Tip: If you're implementing custom rendering using layoutWithLines(), the line.width value is the paint width, not the container width. A line ending with a trailing space might have a paint width smaller than the max width, even though the space visually hangs past the edge.

layoutNextLine(): Iterator-Style Variable-Width Layout

While layout() and layoutWithLines() use a fixed maxWidth for all lines, layoutNextLine() enables line-by-line iteration where each line can have a different width. This powers variable-width layouts like text flowing around obstacles:

src/line-break.ts#L651-L662

sequenceDiagram
    participant App as Application
    participant LNL as layoutNextLine()
    participant State as Cursor State

    App->>LNL: start={seg:0, grapheme:0}, width=400
    LNL->>State: Normalize start, walk one line
    LNL-->>App: {text: "Hello world", end: {seg:3, grapheme:0}}

    App->>LNL: start={seg:3, grapheme:0}, width=250
    LNL->>State: Resume from cursor, walk one line
    LNL-->>App: {text: "foo bar", end: {seg:6, grapheme:0}}

    App->>LNL: start={seg:6, grapheme:0}, width=400
    LNL->>State: Resume, walk one line
    LNL-->>App: null (end of text)

The key design is cursor hand-off: each call returns a LayoutLine whose end cursor is passed as the start of the next call. This enables multi-column layouts (left column consumes text, right column resumes from the cursor), obstacle routing (width changes per line), and progressive rendering.

The internal implementation layoutNextLineRange() normalizes the start cursor (skipping leading spaces), finds the containing chunk, and runs a single-pass version of the full walker that stops after one line instead of continuing through the whole text.

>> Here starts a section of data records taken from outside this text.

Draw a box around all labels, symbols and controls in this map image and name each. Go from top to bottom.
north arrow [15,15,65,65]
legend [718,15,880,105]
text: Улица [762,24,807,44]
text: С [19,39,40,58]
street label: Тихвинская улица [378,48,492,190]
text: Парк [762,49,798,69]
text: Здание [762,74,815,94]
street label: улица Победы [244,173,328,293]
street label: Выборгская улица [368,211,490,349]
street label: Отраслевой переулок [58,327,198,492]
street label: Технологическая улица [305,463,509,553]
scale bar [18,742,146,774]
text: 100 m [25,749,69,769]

Browser Shims: lineFitEpsilon and Engine-Specific Behavior

The line walker uses a lineFitEpsilon tolerance when comparing accumulated width against maxWidth:

if (newW > maxWidth + lineFitEpsilon) { ... }

This epsilon compensates for floating-point arithmetic differences between Pretext's sum-of-segment-widths approach and the browser's native layout engine. The value varies by browser:

Browser Engine lineFitEpsilon carryCJKAfterClosingQuote preferPrefixWidthsForBreakableRuns preferEarlySoftHyphenBreak
Chromium 0.005 true false false
Gecko (Firefox) 0.005 false false false
WebKit (Safari) 1/64 (≈0.0156) false true true
Server (no navigator) 0.005 false false false

src/measurement.ts#L65-L101

Safari's larger epsilon reflects its use of fixed-point arithmetic (1/64 precision) internally. The carryCJKAfterClosingQuote flag triggers the Chromium-specific merge where a CJK character after a closing quote stays on the same line. preferPrefixWidthsForBreakableRuns enables Safari's alternative measurement approach for sub-word breaking, where cumulative prefix widths are more accurate than summing individual grapheme widths. preferEarlySoftHyphenBreak matches Safari's tendency to break at soft hyphens earlier rather than fitting more graphemes.

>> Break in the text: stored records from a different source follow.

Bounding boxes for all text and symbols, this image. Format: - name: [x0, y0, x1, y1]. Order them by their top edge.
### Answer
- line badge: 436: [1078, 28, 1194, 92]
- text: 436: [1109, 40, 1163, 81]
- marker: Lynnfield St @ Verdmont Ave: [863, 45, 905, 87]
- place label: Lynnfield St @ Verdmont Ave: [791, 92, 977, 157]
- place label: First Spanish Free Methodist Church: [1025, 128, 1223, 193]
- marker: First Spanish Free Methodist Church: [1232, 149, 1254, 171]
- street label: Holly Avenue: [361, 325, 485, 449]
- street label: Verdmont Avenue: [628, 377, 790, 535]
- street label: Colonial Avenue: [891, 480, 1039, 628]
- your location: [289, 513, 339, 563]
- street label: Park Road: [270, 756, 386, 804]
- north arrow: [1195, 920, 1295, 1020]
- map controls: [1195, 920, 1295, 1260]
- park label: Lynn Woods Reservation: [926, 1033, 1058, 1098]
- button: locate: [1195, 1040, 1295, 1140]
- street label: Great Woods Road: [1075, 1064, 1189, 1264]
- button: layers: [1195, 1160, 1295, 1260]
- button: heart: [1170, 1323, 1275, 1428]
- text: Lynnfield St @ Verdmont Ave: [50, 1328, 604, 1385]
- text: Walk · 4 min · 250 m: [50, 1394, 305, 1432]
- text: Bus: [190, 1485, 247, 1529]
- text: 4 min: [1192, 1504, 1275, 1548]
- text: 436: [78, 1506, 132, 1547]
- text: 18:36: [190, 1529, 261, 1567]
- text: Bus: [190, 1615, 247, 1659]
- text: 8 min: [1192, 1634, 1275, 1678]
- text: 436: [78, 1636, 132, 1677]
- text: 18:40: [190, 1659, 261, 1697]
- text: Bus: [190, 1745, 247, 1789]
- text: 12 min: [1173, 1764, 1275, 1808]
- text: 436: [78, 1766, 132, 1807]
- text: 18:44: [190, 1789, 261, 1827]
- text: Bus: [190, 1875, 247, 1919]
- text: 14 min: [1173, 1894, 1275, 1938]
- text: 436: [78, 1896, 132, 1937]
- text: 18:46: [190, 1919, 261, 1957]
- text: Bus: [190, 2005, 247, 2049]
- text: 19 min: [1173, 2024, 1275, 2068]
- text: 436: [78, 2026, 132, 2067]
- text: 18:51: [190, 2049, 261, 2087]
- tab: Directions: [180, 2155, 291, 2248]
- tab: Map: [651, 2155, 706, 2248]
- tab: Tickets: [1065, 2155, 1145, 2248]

Tip: If your line counts don't match the browser's native layout in edge cases, the lineFitEpsilon is usually the first thing to check. It's a tuning parameter that balances false positives (breaking too early) against false negatives (not breaking when the browser would).

Looking Ahead

We've now walked through the complete line-breaking engine — from the simple/full dispatch, through the pending-break mechanism and trailing whitespace handling, to the subtle fit/paint distinction and browser-specific tuning. This engine consumes the parallel arrays built by the analysis and measurement pipeline from Part 2, and produces line counts in microseconds.

In Part 4, we'll zoom out from the line walker to examine the cross-browser and internationalization challenges: how engine profiles are detected, how emoji width correction compensates for Canvas/DOM discrepancies, how the segment metric cache is structured, and how the bidi implementation from pdf.js handles mixed RTL/LTR text.